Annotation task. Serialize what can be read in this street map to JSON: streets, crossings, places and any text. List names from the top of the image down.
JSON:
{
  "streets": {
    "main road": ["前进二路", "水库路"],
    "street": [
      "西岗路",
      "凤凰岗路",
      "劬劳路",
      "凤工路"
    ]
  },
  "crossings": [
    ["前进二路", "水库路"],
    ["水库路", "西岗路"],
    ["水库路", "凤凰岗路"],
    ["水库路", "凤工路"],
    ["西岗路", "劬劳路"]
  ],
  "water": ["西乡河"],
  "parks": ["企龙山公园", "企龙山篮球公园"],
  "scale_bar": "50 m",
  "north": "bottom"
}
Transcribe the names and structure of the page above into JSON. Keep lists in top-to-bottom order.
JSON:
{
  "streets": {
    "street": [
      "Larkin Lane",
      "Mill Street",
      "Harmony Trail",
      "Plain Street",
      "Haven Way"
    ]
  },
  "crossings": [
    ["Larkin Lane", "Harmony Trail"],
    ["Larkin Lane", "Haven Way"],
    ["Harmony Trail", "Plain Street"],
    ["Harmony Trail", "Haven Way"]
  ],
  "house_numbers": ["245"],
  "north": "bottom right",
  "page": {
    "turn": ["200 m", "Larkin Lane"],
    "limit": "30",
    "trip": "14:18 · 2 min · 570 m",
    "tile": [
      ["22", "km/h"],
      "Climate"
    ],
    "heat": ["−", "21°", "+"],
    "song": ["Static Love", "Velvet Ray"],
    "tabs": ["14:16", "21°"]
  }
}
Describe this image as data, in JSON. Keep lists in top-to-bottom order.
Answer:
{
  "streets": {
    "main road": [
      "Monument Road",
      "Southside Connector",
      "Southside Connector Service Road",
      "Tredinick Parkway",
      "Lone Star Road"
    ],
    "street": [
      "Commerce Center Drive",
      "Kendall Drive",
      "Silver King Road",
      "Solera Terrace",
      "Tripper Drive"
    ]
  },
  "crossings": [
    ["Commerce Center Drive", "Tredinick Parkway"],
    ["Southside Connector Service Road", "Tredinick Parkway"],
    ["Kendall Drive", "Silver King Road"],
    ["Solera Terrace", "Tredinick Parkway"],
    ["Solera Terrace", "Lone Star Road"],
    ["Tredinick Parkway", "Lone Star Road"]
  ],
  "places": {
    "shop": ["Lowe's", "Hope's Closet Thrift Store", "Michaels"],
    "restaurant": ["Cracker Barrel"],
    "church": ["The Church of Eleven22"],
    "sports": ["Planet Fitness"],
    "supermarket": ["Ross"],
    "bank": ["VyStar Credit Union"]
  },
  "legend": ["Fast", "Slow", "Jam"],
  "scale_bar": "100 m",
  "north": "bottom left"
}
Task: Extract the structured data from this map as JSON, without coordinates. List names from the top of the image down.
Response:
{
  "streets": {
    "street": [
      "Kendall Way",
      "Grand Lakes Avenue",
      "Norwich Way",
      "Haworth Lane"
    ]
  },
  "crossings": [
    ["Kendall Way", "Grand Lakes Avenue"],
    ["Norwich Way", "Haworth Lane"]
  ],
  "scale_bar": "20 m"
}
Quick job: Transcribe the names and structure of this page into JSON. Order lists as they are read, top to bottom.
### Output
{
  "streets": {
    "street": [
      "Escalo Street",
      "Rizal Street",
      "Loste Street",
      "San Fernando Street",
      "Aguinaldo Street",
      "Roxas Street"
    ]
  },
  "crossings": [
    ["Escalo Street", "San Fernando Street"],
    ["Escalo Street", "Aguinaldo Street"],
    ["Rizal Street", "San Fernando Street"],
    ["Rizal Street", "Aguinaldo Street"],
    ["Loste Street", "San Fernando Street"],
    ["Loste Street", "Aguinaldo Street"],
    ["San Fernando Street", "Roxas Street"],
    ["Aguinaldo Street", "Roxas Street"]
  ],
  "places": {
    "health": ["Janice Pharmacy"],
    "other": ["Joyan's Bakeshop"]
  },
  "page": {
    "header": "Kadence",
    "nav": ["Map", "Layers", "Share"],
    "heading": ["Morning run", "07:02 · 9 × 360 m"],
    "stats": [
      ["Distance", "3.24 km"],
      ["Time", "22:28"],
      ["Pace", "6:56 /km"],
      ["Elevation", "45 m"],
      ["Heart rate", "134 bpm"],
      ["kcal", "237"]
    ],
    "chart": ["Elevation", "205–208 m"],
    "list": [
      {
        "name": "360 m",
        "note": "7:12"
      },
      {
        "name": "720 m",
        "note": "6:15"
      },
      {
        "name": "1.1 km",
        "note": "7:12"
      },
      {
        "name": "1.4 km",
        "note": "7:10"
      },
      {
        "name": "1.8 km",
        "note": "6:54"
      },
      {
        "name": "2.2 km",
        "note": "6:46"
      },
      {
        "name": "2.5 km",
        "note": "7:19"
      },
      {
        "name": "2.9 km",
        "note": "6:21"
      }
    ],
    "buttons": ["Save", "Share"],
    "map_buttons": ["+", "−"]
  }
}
============================================================
Scan the preceding listing for the string "image" and copy every line where it occurs.

Annotation task. Serialize what can be read in this street map to JSON: streets, crossings, places and any text. List names from the top of the image down.
Describe this image as data, in JSON. Keep lists in top-to-bottom order.
Task: Extract the structured data from this map as JSON, without coordinates. List names from the top of the image down.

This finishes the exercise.